I will say that more than the coloring, I did worry as to the form of the poops--they look a little on the light side (not enough solids). How much are you feeding him a feeding and how many times a day? And how are you mixing the formula?

Pidgey


----------



## Pidgey (May 20, 2005)

To give you another equivalence method, one ounce (1/8th cup of water) is equal to 29.6 grams. Therefore, if your scale is right, you're looking at him being equal to 1-1/3 of 1/8th of a cup (8 ounce) of water. That's pretty light for that old, I think, so let's check that scale, for sure.

Pidgey


----------



## Pidgey (May 20, 2005)

Also, if you're right about the weight then you'd need to divide that pill out to 1/312.5th for a dose. The way to do that is to get a clean glass bottle and put about 5.25 ounces (156 milliliters if you can measure that way, otherwise a half-cup plus two tablespoons plus 1.5 teaspoons) and then grind the pill up into the absolute finest powder you can get it to and put it in the water. Let it set for at least a half-hour and then shake the living fool out of it before you IMMEDIATELY draw up one-half milliliter (0.5 cc's) into a syringe and administer it to the bird. If the weight of the bird is off, you're going to have to correct the dose accordingly or mix it differently.

Pidgey


----------



## pdpbison (Mar 15, 2005)

Hi Raine,


This does not seem like Trihcomoniasis to me...

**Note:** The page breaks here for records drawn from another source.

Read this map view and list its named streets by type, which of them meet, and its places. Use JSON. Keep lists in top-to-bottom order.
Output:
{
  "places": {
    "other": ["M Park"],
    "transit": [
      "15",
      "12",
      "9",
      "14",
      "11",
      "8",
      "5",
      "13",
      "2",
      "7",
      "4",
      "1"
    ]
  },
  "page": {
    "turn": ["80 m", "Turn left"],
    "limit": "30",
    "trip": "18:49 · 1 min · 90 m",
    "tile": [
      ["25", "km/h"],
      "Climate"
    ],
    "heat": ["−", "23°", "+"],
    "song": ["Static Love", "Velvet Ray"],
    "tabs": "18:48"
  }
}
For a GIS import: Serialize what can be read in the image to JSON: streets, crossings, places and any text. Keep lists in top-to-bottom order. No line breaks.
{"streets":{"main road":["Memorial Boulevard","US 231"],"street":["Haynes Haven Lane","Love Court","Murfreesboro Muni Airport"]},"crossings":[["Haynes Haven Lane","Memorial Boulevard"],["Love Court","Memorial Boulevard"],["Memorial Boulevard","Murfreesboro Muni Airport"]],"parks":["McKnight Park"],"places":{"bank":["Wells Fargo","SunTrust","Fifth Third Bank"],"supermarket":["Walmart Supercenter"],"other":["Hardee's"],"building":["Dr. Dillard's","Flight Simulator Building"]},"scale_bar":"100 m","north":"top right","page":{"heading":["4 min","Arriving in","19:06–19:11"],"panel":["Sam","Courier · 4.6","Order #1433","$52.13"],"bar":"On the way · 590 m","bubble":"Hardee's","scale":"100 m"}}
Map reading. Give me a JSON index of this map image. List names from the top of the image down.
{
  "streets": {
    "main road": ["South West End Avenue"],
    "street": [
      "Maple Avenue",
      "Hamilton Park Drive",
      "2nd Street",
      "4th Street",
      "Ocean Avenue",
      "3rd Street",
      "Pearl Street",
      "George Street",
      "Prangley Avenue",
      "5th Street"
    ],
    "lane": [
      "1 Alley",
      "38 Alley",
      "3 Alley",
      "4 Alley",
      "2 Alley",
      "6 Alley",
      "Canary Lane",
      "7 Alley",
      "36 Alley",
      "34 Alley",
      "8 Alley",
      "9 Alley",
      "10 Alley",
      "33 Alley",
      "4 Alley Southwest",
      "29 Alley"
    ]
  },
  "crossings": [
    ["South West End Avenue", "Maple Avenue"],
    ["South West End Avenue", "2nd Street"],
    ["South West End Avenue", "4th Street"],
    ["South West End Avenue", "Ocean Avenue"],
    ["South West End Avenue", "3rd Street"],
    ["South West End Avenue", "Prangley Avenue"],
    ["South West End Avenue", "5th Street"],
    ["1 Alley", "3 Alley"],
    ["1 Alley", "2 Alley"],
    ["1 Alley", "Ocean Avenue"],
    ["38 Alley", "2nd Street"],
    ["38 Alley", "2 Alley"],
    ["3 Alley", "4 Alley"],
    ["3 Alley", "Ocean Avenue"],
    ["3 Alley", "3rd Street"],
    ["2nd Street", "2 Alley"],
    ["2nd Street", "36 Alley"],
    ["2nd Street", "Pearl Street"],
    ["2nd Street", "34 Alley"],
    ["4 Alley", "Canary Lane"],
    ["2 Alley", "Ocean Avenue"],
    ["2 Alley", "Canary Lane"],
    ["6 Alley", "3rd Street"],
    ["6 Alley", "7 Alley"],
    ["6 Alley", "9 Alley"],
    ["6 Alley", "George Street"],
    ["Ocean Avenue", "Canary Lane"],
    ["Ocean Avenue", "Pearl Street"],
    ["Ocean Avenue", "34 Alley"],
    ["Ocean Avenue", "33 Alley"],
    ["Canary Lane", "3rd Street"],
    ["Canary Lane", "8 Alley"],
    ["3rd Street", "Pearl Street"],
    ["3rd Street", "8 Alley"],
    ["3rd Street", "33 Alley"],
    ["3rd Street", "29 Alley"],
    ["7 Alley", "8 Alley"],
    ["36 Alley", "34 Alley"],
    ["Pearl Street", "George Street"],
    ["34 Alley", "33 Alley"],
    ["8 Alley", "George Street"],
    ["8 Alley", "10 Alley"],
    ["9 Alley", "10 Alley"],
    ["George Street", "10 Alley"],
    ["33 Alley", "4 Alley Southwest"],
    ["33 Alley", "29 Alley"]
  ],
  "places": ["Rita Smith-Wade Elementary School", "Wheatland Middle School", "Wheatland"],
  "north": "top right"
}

However, would you review for us what his diet is...and what is the source of his Water...

Can you post an up-dated image of him...(Question)

If his Water has been the Raw-ACV-Water, made with two or three tablespoons of the ACV to a gallon of Water...this should guard well against giardia and endless other things...have you been mixing it this way..(Question)

I see no reason to treat for Canker-Trichomoniasis based on the info you have provided...

Best wishes..!

Phil
Las Vegas


----------



## Raine (Sep 15, 2006)

Sorry I haven't had a chance to try the try weighing the water. I will do that in a few minutes. And I will measure his length also. I'll take a new pic of him too. 

Phil, Yes I am mixing his formula with acv water. And his diet right now is nothing but KT. I haven't added the ground seed since the orange poop started. I think part of the problem is that I was mixing his formula too thin/watery. I make it now to a milkshake consistancy. 

Also I'm using well water.. no chlorine or anything yucky in it. 

Ok I'm off to do the above and I'll post my results in a few.


----------



## Raine (Sep 15, 2006)

Ok he is 3 inches long.. maybe a hair bigger. He wouldn't hold still. 

And for weights I got... I didn't have anything that measured an 1/8 th of a cup. But 1/3rd of a cup weighed 80grams. And one tablespoon weighted 10 grams. So it is off by about 5 grams... I'm beyond tired right now. So feel free to correct that. I'm finding all sorts of different measurements for a 1/3rd of a cup. 



It said he is 39-40 grams when I weighed him again just now. So that would make him 44-45 grams. If I did that right.. LOL 

Ok here's a new pic


----------



## Pidgey (May 20, 2005)

Well, as to mixing the Kaytee, I do it by eye and keep adding water little by little in a deep little cup (very small) until stirring it with the handle of the spoon gets where it'll fill in behind the spoon handle fairly quickly. If it leaves a deep gash that goes to the bottom of the cup, it's too dry. If it fills in behind the spoon handle like water, it's too thin. Also, you need to mix it for a couple of minutes to make sure of its consistency as the stuff will continue to thicken for awhile after you've added the water. 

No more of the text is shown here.